Salmond plays his favourite game

Economists have welcomed the Treasury’s pledge to foot the bill for all of Britain’s sovereign debt – regardless of a ‘yes’ vote for Scottish independence – while Scottish first minister Alex Salmond called it “common sense”. But it is just “a statement of the bleedin’ obvious”, says Robert Peston on BBC.co.uk. “All £1.4trn of it” is the National Loans Fund’s obligation and “nothing can change that”.

So why make the announcement? Because investors have asked for clarification on what would happen if the union breaks up. The uncertainty could have pushed Westminster’s borrowing costs higher.

You might think, who would not vote for independence, if Scotland would be free of UK debt – currently 76% of GDP? The snag, says Peston, is that Salmond wants to keep a share of the debt so he can renegotiate ownership of assets such as North Sea oil and keep the pound.

Not to mention that “if Scotland were seen to be repudiating all UK debts, investors might be very reluctant to lend even a brass farthing to it as an independent state”.

Salmond is now in a position to play his favourite game: “making demands”, says The Daily Telegraph. The confusion over the debt shows why a break-up would be “complex and foolhardy” – the UK government’s hand was forced by the need to prevent market panic.
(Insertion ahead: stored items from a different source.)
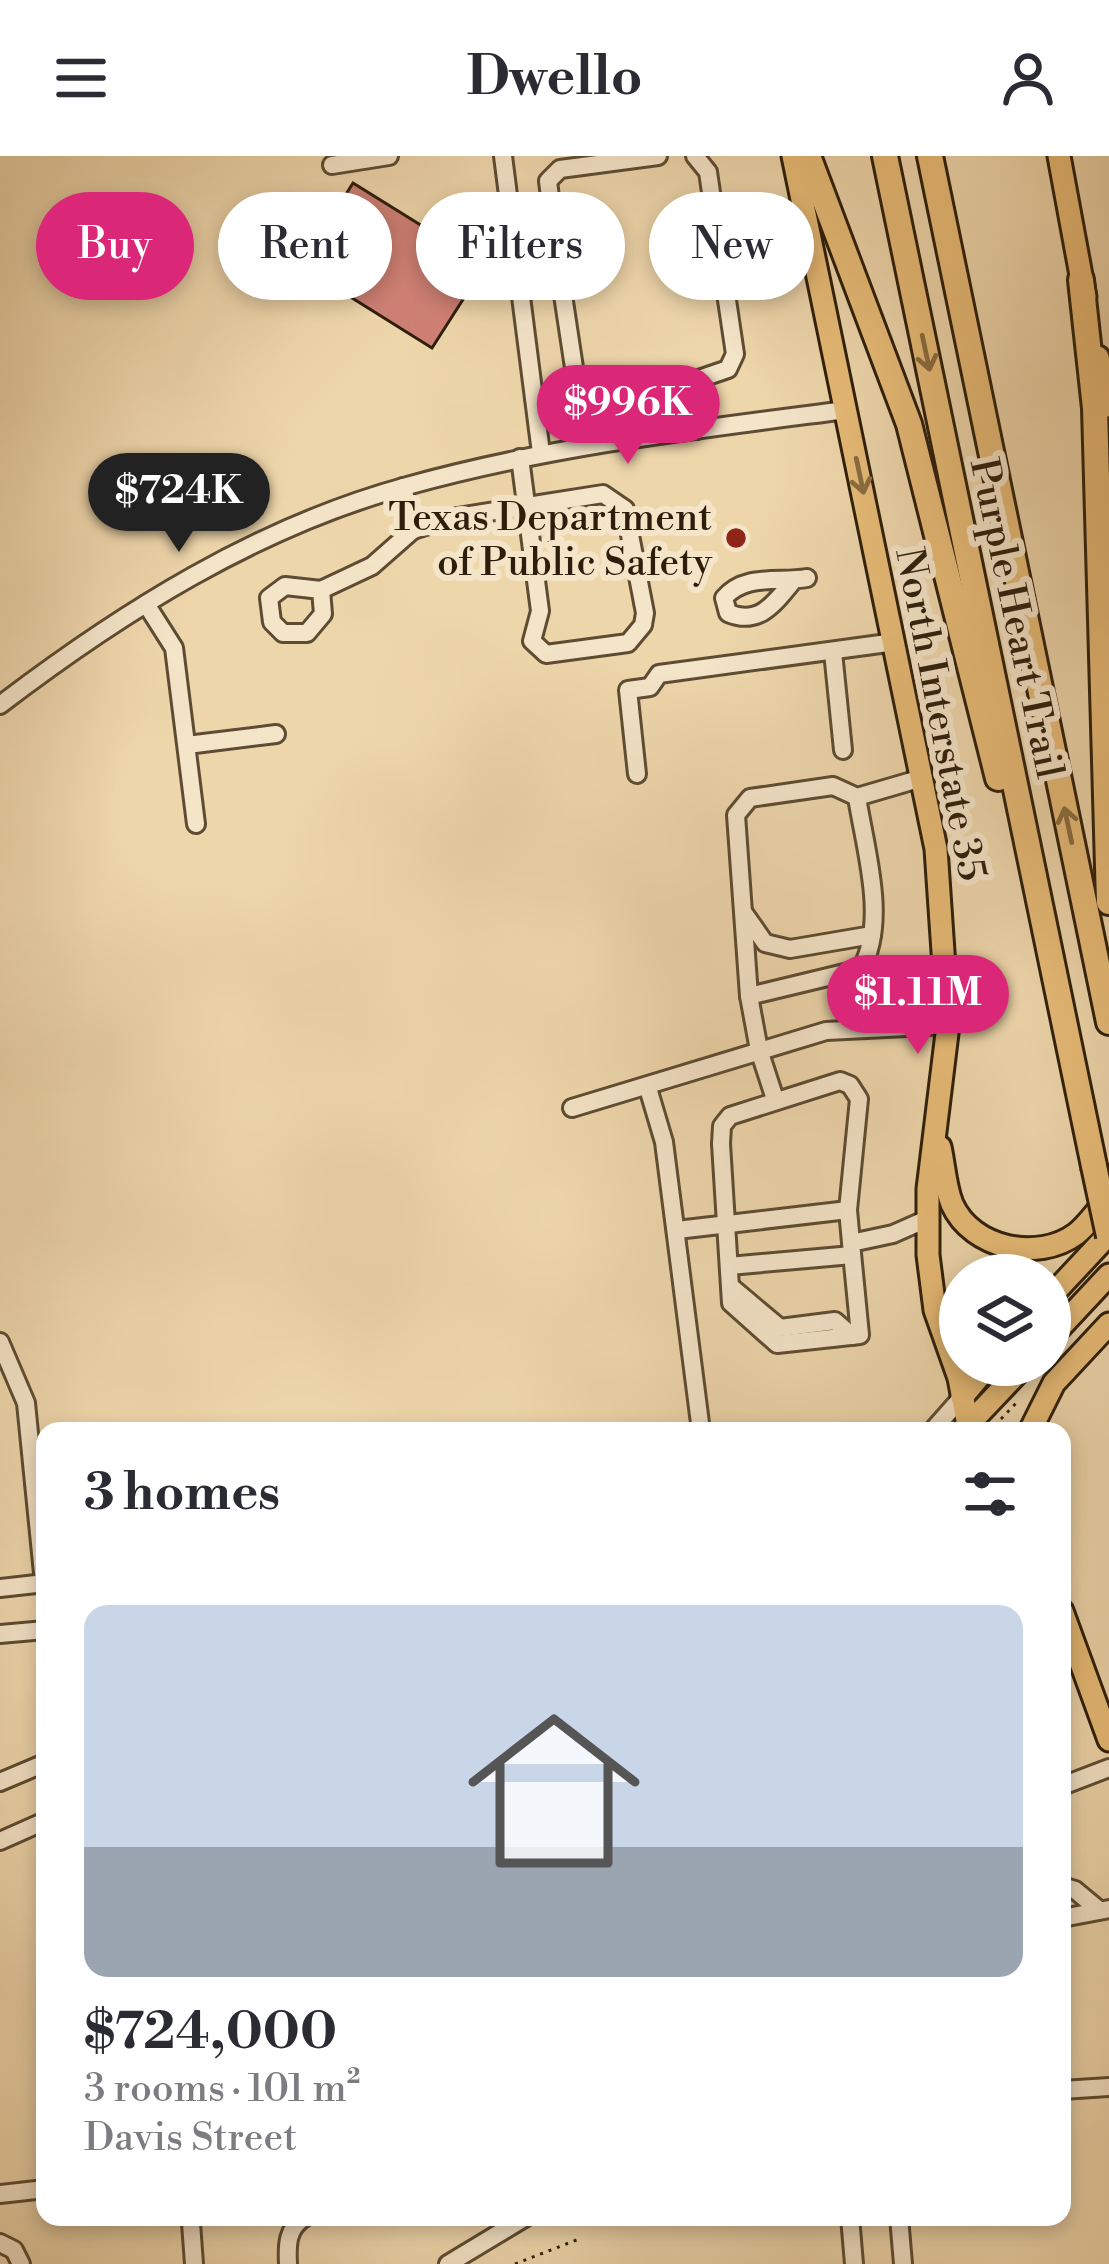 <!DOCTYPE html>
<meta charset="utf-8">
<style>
:root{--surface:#fff;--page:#f2f2f3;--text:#2b2b33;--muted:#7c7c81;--accent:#db2777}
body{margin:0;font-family:"Libre Bodoni",serif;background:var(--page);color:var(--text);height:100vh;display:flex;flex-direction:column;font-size:45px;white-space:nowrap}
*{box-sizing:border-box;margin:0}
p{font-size:39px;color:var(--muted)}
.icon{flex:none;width:66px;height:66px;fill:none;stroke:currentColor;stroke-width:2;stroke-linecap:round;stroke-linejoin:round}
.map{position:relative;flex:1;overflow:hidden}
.panel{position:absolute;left:36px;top:1266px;width:1035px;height:804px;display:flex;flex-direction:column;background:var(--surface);border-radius:24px;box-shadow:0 6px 18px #0003}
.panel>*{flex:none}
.banner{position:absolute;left:36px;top:36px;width:1038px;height:108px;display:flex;gap:24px}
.tools{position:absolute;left:939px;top:1098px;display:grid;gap:24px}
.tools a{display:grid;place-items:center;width:132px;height:132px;border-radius:50%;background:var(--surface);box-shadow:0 6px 18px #0003;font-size:60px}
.price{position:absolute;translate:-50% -102px;padding:0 27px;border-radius:42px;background:var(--accent);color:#fff;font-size:39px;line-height:78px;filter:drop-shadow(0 3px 6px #0008)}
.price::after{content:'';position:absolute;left:50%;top:72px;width:36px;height:27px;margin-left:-18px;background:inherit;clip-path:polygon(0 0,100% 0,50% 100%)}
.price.selected{background:#222;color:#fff}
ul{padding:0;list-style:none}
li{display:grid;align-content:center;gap:24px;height:636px;padding:0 48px}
li span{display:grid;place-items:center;height:372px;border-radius:24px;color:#555}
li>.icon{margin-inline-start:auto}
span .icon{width:216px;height:216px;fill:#fffc;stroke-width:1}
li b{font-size:51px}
h2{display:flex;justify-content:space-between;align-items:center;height:144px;padding:0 48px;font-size:51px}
.pill{padding:0 42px;border-radius:54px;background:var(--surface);box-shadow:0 6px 18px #0003;font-size:42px;line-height:108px}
.pill.selected{background:var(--accent);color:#fff}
header{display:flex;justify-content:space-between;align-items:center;height:156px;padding:0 48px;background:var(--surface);font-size:54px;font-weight:700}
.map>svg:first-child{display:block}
</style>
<header><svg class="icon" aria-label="menu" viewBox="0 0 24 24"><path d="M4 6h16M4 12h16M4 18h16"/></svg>Dwello<svg class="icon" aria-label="person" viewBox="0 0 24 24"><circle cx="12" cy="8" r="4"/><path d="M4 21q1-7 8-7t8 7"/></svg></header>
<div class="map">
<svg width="1109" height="2108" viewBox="0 0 1109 2108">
<rect width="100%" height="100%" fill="#eed6ab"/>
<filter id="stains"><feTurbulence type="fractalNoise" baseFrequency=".00167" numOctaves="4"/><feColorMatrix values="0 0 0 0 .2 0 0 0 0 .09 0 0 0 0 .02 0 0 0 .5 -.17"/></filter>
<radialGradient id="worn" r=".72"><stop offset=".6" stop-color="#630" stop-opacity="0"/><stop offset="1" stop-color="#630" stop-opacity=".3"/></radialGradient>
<path fill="#cf8075" stroke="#2d1e0b" stroke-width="3" d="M353 27 485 109 432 192 301 110Z"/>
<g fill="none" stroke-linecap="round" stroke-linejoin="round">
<defs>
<g id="minor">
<path d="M503 0 541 297"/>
<path d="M695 0 708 16 735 198 728 213 690 226 697 274"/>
<path d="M332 9 389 0"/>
<path d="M558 106 578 238"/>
<path d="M517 112 558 106 548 25 560 13 658 0"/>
<path d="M534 242 690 226"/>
<path d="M403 331 413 374 451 362 603 338 625 353 645 457 643 469 628 487 546 498 532 485 540 455 520 302"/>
<path d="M793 425C774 448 759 470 728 457L724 442C745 417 779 427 807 422"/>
<path d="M321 434 323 458 307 477H283L272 466 269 442 285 430 321 434 372 410 413 374"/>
<path d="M146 448 174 492 196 668"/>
<path d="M833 496 843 594"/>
<path d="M0 549C122 456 257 371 407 330 550 290 699 273 846 254"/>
<path d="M187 589 276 578"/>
<path d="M637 618 628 534 650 531 659 518 895 486"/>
<path d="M857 641 833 630 750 642 736 659 749 840 861 813C888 765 865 693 857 641L922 622"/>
<path d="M744 757 765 787 790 793 872 779"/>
<path d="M749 840 759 894 775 943"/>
<path d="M648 932 664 986 701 1275"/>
<path d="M572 952 826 875 948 869"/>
<path d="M677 1074 848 1054"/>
<path d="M851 1087 860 1179 777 1188 731 1147 721 988 722 970 730 960 840 925 850 929 859 943 848 1054 851 1087 893 1078 927 1063"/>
<path d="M729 1110 852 1099"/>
<path d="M730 1130 780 1172 835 1165 852 1180"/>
<path d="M0 1186 26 1247 44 1427"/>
<path d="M932 1275 962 1241"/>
<path d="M0 1432 45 1427"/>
<path d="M0 1478 45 1474"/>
<path d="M0 1626 45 1607"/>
<path d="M1062 1630 1109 1612"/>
<path d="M0 1685 45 1665"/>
<path d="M1062 1730 1075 1734 1099 1754"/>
<path d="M1062 1762 1109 1753"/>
<path d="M1062 1934 1109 1931"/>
<path d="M0 2038 45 2033"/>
<path d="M850 2061 854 2108"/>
<path d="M899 2061 903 2108"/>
<path d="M191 2067 194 2108"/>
<path d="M0 2087 14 2094 21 2108"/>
<path d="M288 2108C287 2089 287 2072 305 2061"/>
<path d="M448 2108 526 2061"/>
</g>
<g id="major">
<path d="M793 0 936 693 948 869 928 1033V1099L935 1154 959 1222 969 1275"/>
<path d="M1059 0 1085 141"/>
<path d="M1098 201 1109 250"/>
<path d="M940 991C944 1009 945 1031 952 1048 972 1093 1038 1106 1076 1078 1088 1069 1098 1053 1109 1042"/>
<path d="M1050 1141 1109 1078"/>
<path d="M1050 1182 1109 1119"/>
<path d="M962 1241 989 1209"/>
<path d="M967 1270 1025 1209"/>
<path d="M1030 1275 1054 1227 1109 1168"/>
<path d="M1062 1455 1109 1584"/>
</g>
<g id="highway">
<path d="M808 0 909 268 998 622"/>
<path d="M885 0 1094 1010"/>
<path d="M930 0 1109 866"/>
<path d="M1081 124 1095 252 1109 746"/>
</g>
</defs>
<use href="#minor" stroke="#5d4c33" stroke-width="22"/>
<use href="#major" stroke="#2d1e0b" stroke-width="27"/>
<use href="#highway" stroke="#2d1e0b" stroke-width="30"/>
<g stroke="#2d1e0b" stroke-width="3" stroke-dasharray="3 6" stroke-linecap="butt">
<path d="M1001 1263 1019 1244"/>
<path d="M515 2108 579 2083"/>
</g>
<use href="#minor" stroke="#f4e4c8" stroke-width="16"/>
<use href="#major" stroke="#e7bb76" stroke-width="21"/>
<use href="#highway" stroke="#e7bb76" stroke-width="24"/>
<defs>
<path id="highway-bridge" d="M1094 1010 1109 1080"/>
</defs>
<use href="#highway-bridge" stroke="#2d1e0b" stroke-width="30" stroke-linecap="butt"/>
<use href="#highway-bridge" stroke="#e7bb76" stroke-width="24"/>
</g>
<defs><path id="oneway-shaft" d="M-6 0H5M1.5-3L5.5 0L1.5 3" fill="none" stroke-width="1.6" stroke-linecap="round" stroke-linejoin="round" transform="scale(3)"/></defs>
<g stroke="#8a6c40">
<use href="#oneway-shaft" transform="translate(926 197) rotate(78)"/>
<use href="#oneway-shaft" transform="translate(860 320) rotate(78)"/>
<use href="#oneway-shaft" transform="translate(1068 669) rotate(-102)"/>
</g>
<circle fill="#8f2418" stroke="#f4e4c8" stroke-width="4.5" cx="736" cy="382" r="12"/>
<g text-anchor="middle" stroke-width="12" stroke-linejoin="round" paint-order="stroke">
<g font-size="39" fill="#2d1e0b" stroke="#f4e4c8" text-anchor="end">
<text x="712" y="374">Texas Department<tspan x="712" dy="45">of Public Safety</tspan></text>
</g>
<g font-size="39" fill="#2d1e0b" stroke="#f4e4c8">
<text transform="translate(1018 462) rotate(78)" y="14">Purple Heart Trail</text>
<text transform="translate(942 558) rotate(79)" y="14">North Interstate 35</text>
</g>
</g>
<rect width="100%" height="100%" filter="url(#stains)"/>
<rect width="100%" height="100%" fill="url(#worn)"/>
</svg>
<div class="tools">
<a><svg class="icon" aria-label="layers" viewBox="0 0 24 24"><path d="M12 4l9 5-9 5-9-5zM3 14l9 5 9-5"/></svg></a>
</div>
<b class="price" style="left:628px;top:311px">$996K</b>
<b class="price selected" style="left:179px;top:399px">$724K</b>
<b class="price" style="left:918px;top:901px">$1.11M</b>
<div class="banner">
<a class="pill selected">Buy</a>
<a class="pill">Rent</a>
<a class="pill">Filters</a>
<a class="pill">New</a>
</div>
<section class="panel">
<h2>3 homes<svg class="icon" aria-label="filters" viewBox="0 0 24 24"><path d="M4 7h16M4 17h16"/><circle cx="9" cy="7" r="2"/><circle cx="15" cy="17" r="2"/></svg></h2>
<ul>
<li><span style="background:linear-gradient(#c9d6e8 65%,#9aa5b1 0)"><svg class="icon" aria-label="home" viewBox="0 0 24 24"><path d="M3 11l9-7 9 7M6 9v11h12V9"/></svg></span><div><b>$724,000</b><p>3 rooms · 101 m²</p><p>Davis Street</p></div></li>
</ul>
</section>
</div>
But while the Treasury had no alternative, this isn’t a victory for Salmond, says Philip Aldrick in The Times. He knows that “a newly independent Scotland would never have been able to raise a third of its GDP from the debt markets overnight at an acceptable interest rate”. And he hasn’t had it all his own way either.

While the Scottish Nationalist Party estimates Scotland’s share of the debt will be £100bn in 2016-2017, based on its contribution to public finances, the Treasury points to a calculation based on gross debt – around £153bn. The “real debate” is yet to start: that’s when the politics will “start to get interesting”.

It’s not “a big win” for Salmond, agreed The Scotsman. His claim that the Treasury’s decision reinforces Scotland’s request to be part of a UK ‘sterling zone’ looks “fanciful”; the Treasury’s statement says nothing of how a fiscal stability agreement could work. The decision Scots voters have to make later this year has just “gained a harder edge”.